**WHAT IS BEING ASKED:** Take the entries that follow and return exactly the lines from the one holding "inset:0; background:#cdcfd5; transform-origin:0" through the one holding "translate:-50% -50%; white-space:nowrap;", both included. Nothing else is needed.

Collected data entries
--- START ---
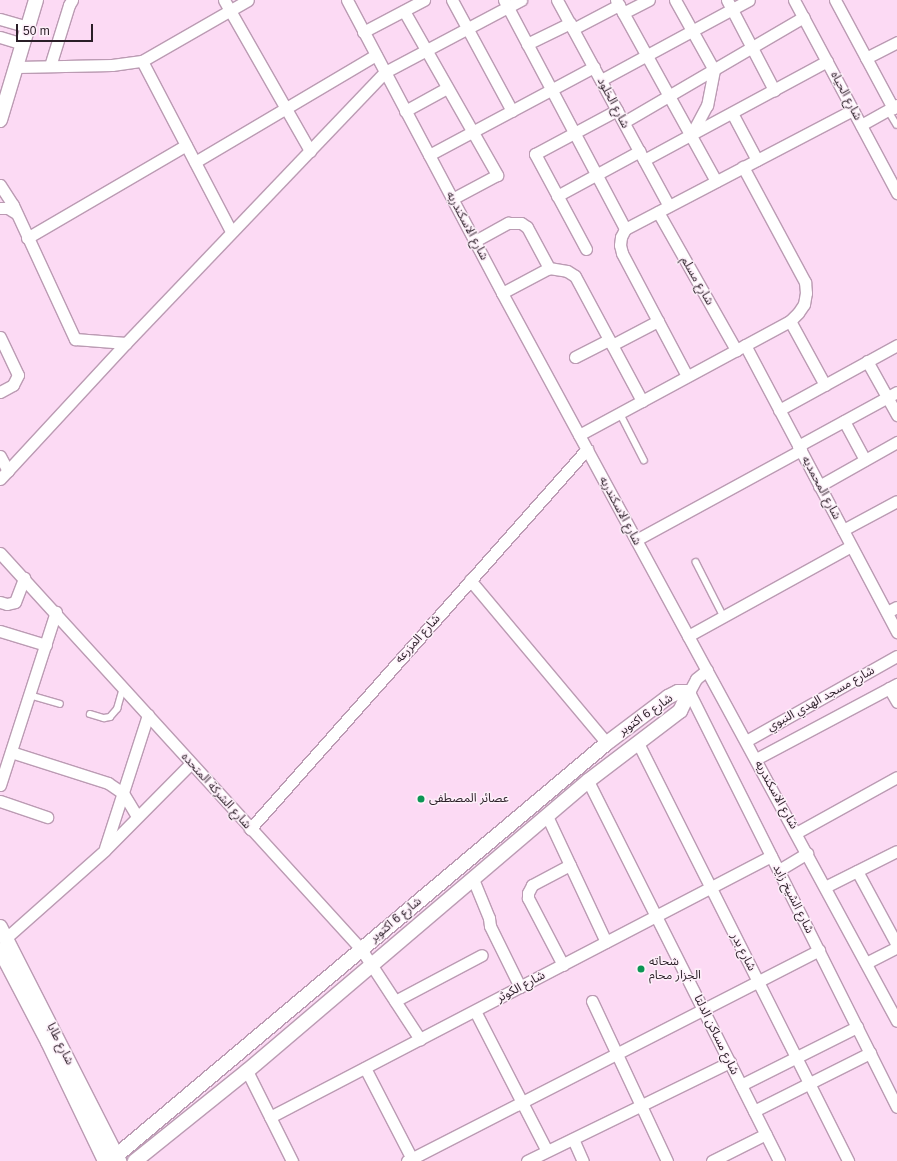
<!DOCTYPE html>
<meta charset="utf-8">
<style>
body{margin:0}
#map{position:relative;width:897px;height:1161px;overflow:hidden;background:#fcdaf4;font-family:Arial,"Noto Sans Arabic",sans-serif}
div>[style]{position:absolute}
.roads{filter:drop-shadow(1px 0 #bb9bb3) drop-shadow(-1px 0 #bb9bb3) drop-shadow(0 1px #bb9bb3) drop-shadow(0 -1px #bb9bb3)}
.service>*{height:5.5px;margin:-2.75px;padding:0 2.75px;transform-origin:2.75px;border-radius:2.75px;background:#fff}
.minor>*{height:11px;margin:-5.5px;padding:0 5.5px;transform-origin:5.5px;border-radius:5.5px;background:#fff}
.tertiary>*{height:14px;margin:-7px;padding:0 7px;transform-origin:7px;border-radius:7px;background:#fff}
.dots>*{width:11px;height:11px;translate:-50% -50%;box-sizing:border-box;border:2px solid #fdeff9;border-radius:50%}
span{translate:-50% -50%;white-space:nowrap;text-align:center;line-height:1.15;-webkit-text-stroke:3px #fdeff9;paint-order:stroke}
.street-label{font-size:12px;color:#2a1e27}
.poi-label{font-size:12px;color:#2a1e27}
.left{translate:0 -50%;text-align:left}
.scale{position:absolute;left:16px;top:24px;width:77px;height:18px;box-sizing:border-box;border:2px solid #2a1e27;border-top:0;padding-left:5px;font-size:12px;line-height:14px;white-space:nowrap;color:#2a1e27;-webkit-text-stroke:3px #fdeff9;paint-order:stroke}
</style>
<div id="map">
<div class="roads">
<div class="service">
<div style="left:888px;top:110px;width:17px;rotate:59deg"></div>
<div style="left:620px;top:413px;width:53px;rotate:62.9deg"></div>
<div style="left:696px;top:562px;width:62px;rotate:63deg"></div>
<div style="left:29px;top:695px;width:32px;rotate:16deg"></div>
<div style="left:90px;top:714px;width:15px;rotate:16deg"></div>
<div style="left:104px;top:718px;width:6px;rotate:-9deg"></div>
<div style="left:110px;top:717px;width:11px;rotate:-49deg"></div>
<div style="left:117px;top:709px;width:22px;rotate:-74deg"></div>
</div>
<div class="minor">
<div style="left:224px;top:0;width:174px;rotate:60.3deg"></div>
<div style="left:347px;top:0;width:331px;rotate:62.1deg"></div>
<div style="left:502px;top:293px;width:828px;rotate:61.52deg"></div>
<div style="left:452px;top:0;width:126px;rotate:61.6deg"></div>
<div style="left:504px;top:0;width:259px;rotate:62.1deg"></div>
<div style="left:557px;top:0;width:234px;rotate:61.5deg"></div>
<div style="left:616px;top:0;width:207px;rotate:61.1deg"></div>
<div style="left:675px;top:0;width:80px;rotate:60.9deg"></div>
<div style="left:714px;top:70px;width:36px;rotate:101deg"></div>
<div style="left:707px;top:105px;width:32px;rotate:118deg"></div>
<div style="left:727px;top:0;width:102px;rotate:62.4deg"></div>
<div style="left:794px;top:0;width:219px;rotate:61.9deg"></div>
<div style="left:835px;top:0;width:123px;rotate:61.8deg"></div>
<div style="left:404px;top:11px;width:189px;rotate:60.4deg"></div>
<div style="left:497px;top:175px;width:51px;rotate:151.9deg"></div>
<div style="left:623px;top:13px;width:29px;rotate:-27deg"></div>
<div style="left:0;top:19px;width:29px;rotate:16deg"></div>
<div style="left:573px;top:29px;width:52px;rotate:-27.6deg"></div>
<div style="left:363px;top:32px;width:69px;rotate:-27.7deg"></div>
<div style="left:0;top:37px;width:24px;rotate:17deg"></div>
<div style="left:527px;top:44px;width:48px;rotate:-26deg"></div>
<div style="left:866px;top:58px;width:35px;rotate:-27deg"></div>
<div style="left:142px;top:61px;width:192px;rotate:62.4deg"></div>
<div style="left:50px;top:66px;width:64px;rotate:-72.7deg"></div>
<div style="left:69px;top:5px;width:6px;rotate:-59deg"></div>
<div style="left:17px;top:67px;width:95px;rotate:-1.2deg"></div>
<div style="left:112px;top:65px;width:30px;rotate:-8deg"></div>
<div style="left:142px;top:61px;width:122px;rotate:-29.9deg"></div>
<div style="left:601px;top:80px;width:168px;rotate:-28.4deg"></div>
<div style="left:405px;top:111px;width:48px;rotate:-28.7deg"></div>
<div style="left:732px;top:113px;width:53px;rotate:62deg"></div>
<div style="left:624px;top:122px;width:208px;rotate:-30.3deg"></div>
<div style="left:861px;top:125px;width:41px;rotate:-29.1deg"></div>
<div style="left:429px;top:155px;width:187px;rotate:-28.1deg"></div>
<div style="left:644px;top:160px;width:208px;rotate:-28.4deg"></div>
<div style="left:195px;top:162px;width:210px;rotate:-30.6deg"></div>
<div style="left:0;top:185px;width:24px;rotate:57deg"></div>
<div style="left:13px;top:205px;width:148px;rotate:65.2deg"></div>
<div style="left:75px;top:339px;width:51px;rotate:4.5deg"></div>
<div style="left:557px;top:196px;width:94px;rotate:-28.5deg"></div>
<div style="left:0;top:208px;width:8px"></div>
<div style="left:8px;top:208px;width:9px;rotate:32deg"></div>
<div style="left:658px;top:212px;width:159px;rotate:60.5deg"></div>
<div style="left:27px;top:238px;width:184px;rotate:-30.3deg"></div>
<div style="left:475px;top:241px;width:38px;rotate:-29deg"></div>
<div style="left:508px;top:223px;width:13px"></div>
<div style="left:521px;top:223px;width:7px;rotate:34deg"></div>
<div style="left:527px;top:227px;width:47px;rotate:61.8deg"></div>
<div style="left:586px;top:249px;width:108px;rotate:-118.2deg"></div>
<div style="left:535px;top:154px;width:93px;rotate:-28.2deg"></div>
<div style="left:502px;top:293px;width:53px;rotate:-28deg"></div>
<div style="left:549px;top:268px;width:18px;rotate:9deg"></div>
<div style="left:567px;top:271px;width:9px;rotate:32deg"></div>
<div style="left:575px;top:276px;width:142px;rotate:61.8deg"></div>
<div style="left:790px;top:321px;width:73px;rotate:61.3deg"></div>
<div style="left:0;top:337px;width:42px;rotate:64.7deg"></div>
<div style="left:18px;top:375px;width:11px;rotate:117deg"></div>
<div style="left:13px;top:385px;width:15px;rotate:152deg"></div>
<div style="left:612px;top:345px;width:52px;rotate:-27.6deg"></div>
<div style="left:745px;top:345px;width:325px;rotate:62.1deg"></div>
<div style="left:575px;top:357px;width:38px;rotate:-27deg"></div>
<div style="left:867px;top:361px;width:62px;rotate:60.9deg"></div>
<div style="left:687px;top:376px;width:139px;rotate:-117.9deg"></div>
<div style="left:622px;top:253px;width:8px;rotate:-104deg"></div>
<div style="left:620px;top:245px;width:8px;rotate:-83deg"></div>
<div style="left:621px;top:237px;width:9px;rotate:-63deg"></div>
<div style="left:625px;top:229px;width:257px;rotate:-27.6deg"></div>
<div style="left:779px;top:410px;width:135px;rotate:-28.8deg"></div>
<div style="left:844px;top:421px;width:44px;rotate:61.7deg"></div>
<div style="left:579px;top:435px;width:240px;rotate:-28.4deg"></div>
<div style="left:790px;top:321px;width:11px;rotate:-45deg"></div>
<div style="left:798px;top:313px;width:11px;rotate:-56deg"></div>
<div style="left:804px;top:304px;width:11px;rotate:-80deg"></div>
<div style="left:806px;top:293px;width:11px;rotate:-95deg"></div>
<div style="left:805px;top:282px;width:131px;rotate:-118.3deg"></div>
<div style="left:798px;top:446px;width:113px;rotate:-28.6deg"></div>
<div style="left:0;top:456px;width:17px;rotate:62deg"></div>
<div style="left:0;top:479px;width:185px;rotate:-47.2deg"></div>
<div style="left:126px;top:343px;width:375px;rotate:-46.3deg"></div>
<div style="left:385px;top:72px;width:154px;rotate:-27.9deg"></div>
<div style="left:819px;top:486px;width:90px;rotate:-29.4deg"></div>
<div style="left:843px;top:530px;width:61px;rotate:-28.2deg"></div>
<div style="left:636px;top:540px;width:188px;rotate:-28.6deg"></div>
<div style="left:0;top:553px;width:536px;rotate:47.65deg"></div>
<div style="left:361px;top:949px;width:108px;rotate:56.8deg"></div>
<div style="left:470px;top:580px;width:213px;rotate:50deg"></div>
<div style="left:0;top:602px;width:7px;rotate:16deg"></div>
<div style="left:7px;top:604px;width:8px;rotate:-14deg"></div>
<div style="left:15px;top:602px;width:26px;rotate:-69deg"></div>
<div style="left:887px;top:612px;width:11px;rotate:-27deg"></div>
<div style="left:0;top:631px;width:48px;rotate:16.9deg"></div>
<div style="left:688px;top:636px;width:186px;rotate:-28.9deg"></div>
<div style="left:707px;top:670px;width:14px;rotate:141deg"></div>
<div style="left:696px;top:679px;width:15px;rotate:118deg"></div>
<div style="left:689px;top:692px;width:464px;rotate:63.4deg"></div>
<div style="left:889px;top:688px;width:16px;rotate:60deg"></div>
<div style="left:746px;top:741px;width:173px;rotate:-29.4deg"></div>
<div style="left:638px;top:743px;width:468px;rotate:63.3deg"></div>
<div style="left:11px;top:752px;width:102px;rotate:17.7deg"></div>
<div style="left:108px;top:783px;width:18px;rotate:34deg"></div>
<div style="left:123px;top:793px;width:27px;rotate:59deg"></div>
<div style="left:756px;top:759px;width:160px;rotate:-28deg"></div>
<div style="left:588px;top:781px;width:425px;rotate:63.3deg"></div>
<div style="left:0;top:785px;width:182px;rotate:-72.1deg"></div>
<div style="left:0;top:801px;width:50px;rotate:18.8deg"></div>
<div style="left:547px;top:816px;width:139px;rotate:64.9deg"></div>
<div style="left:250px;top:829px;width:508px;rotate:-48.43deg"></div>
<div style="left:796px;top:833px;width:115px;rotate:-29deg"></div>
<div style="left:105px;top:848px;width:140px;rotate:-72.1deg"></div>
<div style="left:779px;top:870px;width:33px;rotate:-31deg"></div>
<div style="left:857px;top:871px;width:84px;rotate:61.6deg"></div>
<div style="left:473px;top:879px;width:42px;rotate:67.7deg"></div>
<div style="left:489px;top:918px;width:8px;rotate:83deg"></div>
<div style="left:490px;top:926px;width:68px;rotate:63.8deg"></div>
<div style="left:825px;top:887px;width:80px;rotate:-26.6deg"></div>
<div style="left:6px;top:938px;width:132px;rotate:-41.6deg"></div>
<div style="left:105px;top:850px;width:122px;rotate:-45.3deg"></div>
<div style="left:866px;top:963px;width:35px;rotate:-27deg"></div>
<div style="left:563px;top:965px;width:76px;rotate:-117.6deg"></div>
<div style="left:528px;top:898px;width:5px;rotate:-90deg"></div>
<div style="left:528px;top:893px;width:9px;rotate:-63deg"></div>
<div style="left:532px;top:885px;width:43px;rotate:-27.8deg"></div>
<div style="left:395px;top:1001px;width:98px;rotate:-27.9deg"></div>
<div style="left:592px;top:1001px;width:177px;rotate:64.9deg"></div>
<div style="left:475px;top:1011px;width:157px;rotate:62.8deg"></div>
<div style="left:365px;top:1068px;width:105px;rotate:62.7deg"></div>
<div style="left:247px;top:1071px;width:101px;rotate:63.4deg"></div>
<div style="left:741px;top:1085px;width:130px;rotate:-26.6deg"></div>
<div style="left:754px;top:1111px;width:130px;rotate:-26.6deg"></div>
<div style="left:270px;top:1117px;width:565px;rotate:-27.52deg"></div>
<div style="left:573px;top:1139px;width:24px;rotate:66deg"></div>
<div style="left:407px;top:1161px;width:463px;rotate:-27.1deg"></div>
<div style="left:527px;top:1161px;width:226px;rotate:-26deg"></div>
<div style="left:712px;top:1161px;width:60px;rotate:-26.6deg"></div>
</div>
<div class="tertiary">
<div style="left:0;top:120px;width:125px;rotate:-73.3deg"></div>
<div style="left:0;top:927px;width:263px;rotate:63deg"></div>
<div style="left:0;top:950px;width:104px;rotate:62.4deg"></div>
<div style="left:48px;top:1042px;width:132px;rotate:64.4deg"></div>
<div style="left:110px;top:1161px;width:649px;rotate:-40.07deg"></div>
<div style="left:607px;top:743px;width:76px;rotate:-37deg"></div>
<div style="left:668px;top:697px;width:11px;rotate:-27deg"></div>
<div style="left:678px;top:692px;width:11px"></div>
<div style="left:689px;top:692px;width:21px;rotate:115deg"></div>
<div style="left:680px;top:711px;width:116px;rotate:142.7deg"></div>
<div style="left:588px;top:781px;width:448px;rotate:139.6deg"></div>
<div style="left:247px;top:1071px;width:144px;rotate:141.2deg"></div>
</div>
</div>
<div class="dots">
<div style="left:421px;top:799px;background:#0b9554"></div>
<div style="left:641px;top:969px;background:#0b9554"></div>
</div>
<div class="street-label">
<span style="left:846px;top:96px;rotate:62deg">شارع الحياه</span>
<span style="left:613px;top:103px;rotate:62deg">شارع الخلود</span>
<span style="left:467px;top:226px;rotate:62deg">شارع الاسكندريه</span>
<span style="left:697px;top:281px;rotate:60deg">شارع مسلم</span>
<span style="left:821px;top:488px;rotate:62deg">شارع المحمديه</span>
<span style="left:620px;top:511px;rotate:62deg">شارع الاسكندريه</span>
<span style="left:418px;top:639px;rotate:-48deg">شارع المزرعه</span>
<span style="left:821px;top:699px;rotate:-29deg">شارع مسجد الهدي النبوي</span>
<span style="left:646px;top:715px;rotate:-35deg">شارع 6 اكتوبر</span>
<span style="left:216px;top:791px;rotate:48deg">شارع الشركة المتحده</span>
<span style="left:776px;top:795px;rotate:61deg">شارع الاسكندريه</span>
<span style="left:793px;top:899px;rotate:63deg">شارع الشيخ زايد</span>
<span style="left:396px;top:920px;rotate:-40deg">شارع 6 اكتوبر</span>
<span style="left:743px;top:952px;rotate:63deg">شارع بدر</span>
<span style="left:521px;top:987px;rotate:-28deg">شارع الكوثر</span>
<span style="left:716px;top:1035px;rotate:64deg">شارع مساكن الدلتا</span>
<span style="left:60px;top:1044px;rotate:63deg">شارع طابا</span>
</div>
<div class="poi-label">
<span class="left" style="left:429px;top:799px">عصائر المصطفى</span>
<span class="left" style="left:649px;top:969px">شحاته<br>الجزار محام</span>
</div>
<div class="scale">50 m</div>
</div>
--- END ---
--- START ---
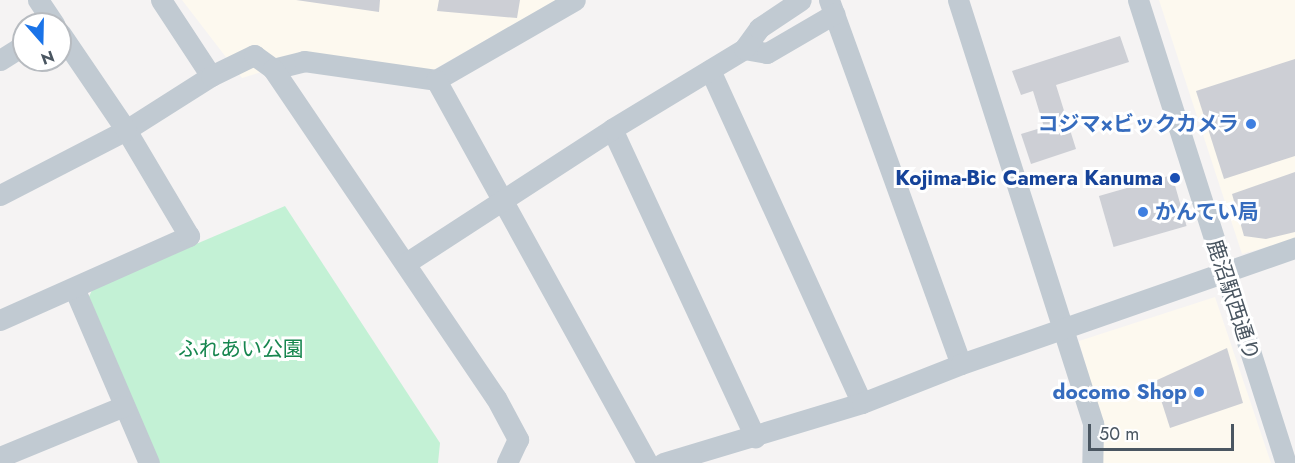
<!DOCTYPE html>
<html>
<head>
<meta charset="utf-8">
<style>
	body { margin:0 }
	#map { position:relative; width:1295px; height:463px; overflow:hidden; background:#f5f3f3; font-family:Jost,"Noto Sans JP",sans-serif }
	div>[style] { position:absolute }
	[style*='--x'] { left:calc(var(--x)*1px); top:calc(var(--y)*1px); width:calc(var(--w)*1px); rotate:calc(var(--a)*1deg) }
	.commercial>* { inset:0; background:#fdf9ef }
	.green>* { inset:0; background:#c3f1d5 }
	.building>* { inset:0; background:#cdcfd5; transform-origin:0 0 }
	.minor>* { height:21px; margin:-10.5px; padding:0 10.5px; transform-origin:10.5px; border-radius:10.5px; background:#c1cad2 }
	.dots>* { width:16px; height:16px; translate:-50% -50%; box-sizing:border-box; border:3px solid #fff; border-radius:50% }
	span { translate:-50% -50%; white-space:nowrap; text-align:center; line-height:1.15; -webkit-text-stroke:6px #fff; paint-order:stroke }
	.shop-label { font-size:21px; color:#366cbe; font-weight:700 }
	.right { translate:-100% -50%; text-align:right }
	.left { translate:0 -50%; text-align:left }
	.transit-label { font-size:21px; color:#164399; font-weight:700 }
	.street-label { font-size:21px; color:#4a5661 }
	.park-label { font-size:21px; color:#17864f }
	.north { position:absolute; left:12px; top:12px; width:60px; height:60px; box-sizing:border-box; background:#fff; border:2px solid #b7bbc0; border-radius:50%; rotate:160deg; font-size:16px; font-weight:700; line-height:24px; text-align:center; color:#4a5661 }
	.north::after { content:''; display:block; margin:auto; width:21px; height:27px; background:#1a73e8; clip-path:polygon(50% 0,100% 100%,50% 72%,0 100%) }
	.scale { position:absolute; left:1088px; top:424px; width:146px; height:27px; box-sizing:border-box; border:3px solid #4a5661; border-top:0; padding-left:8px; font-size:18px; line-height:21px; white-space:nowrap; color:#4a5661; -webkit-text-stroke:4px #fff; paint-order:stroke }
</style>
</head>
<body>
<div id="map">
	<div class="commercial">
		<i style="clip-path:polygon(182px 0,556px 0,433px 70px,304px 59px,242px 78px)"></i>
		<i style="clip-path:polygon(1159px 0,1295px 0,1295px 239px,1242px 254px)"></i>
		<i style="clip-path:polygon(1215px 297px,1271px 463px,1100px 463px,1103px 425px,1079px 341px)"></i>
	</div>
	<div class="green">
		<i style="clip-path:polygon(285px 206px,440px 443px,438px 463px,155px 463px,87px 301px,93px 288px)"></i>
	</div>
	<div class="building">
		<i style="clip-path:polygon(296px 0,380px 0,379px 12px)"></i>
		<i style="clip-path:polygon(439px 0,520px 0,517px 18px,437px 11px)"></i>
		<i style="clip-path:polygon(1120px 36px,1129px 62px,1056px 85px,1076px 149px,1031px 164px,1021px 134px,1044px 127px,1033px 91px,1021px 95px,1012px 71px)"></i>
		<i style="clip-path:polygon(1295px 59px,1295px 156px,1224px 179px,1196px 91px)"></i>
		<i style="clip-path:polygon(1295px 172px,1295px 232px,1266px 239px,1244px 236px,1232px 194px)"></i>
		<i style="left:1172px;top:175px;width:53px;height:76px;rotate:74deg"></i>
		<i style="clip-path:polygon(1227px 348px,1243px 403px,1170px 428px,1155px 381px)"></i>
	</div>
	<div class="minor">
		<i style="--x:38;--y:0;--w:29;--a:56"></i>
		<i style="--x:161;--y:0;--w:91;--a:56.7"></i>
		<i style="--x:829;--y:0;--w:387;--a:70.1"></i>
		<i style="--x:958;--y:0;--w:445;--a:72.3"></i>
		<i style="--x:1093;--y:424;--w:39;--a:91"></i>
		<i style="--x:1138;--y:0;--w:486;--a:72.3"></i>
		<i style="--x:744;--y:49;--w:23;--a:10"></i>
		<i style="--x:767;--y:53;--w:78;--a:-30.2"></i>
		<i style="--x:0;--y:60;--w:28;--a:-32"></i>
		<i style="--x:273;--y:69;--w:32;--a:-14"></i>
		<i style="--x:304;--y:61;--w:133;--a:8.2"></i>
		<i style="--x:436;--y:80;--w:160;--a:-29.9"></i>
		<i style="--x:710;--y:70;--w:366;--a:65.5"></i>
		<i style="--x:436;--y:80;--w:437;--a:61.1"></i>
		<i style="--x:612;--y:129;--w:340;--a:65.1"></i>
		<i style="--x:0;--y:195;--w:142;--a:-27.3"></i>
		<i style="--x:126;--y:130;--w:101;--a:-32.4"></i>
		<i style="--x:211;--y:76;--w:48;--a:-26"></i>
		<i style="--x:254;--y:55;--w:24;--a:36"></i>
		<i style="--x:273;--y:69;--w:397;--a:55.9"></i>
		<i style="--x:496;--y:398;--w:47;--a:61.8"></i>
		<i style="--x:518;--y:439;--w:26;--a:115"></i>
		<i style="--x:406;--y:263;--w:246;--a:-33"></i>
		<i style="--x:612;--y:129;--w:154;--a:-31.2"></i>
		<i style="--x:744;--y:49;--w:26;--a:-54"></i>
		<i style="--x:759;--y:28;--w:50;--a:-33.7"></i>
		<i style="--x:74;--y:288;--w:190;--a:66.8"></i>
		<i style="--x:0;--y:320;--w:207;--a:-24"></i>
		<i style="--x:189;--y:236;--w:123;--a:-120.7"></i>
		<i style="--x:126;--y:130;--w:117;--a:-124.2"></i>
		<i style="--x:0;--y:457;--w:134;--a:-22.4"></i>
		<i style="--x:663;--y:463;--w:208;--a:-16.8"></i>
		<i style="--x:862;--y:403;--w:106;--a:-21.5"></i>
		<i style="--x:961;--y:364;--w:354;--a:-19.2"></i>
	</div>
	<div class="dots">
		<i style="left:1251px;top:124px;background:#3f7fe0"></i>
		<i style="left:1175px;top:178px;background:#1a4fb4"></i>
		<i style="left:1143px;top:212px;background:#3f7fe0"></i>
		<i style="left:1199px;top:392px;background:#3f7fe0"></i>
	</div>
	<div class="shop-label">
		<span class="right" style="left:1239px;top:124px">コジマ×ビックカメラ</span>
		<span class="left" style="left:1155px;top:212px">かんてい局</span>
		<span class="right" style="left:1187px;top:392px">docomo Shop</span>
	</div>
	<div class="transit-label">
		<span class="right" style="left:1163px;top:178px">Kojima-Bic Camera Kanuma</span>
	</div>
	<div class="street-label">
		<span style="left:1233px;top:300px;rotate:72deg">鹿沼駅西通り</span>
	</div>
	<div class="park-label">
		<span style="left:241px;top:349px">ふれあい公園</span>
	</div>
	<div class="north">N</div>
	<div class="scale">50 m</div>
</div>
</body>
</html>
--- END ---
**PROBLEM SOLUTION:**
	.building>* { inset:0; background:#cdcfd5; transform-origin:0 0 }
	.minor>* { height:21px; margin:-10.5px; padding:0 10.5px; transform-origin:10.5px; border-radius:10.5px; background:#c1cad2 }
	.dots>* { width:16px; height:16px; translate:-50% -50%; box-sizing:border-box; border:3px solid #fff; border-radius:50% }
	span { translate:-50% -50%; white-space:nowrap; text-align:center; line-height:1.15; -webkit-text-stroke:6px #fff; paint-order:stroke }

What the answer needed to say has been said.